» **BRIEF**
Only an exact repetition of the entries will do.
───── PROVIDED RECORDS
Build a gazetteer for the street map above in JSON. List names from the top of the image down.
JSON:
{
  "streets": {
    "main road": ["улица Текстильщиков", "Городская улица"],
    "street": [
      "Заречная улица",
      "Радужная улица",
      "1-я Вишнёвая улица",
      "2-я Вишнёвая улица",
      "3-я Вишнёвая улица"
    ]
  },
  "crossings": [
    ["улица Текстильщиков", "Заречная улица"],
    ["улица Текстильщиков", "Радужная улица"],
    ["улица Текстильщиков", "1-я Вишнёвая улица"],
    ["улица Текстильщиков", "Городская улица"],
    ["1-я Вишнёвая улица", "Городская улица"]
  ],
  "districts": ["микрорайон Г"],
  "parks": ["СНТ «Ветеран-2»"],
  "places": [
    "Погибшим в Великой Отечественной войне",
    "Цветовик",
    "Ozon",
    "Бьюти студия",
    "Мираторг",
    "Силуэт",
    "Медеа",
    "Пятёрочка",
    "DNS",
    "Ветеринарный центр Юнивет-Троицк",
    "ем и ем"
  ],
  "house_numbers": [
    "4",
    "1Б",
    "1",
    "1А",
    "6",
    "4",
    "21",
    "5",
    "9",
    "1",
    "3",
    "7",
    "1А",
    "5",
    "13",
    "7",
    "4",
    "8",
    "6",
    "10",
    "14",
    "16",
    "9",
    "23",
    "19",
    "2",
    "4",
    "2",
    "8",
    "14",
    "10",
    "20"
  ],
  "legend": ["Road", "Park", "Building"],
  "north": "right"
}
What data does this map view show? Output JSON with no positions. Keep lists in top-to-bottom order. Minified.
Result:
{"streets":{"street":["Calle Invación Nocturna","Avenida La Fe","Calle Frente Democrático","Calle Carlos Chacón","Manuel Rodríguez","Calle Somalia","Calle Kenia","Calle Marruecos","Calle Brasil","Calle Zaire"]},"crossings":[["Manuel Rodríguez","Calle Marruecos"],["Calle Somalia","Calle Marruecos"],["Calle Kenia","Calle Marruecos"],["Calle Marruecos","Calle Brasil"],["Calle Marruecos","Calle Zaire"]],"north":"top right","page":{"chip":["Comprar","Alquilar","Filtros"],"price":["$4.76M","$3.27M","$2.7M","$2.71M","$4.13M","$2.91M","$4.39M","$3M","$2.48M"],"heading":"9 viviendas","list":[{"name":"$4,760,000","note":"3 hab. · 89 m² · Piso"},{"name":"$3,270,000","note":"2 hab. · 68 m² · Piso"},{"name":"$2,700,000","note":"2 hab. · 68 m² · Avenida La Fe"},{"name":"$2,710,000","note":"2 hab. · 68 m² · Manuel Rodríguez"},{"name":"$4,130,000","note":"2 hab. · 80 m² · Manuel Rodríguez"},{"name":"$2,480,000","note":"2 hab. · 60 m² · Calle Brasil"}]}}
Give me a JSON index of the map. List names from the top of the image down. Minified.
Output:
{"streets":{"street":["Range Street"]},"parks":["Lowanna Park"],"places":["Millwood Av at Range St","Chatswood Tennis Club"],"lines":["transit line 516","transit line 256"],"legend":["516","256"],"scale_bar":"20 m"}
──────────
» **OUTPUT OF THE EXERCISE**
Build a gazetteer for the street map above in JSON. List names from the top of the image down.
JSON:
{
  "streets": {
    "main road": ["улица Текстильщиков", "Городская улица"],
    "street": [
      "Заречная улица",
      "Радужная улица",
      "1-я Вишнёвая улица",
      "2-я Вишнёвая улица",
      "3-я Вишнёвая улица"
    ]
  },
  "crossings": [
    ["улица Текстильщиков", "Заречная улица"],
    ["улица Текстильщиков", "Радужная улица"],
    ["улица Текстильщиков", "1-я Вишнёвая улица"],
    ["улица Текстильщиков", "Городская улица"],
    ["1-я Вишнёвая улица", "Городская улица"]
  ],
  "districts": ["микрорайон Г"],
  "parks": ["СНТ «Ветеран-2»"],
  "places": [
    "Погибшим в Великой Отечественной войне",
    "Цветовик",
    "Ozon",
    "Бьюти студия",
    "Мираторг",
    "Силуэт",
    "Медеа",
    "Пятёрочка",
    "DNS",
    "Ветеринарный центр Юнивет-Троицк",
    "ем и ем"
  ],
  "house_numbers": [
    "4",
    "1Б",
    "1",
    "1А",
    "6",
    "4",
    "21",
    "5",
    "9",
    "1",
    "3",
    "7",
    "1А",
    "5",
    "13",
    "7",
    "4",
    "8",
    "6",
    "10",
    "14",
    "16",
    "9",
    "23",
    "19",
    "2",
    "4",
    "2",
    "8",
    "14",
    "10",
    "20"
  ],
  "legend": ["Road", "Park", "Building"],
  "north": "right"
}
What data does this map view show? Output JSON with no positions. Keep lists in top-to-bottom order. Minified.
Result:
{"streets":{"street":["Calle Invación Nocturna","Avenida La Fe","Calle Frente Democrático","Calle Carlos Chacón","Manuel Rodríguez","Calle Somalia","Calle Kenia","Calle Marruecos","Calle Brasil","Calle Zaire"]},"crossings":[["Manuel Rodríguez","Calle Marruecos"],["Calle Somalia","Calle Marruecos"],["Calle Kenia","Calle Marruecos"],["Calle Marruecos","Calle Brasil"],["Calle Marruecos","Calle Zaire"]],"north":"top right","page":{"chip":["Comprar","Alquilar","Filtros"],"price":["$4.76M","$3.27M","$2.7M","$2.71M","$4.13M","$2.91M","$4.39M","$3M","$2.48M"],"heading":"9 viviendas","list":[{"name":"$4,760,000","note":"3 hab. · 89 m² · Piso"},{"name":"$3,270,000","note":"2 hab. · 68 m² · Piso"},{"name":"$2,700,000","note":"2 hab. · 68 m² · Avenida La Fe"},{"name":"$2,710,000","note":"2 hab. · 68 m² · Manuel Rodríguez"},{"name":"$4,130,000","note":"2 hab. · 80 m² · Manuel Rodríguez"},{"name":"$2,480,000","note":"2 hab. · 60 m² · Calle Brasil"}]}}
Give me a JSON index of the map. List names from the top of the image down. Minified.
Output:
{"streets":{"street":["Range Street"]},"parks":["Lowanna Park"],"places":["Millwood Av at Range St","Chatswood Tennis Club"],"lines":["transit line 516","transit line 256"],"legend":["516","256"],"scale_bar":"20 m"}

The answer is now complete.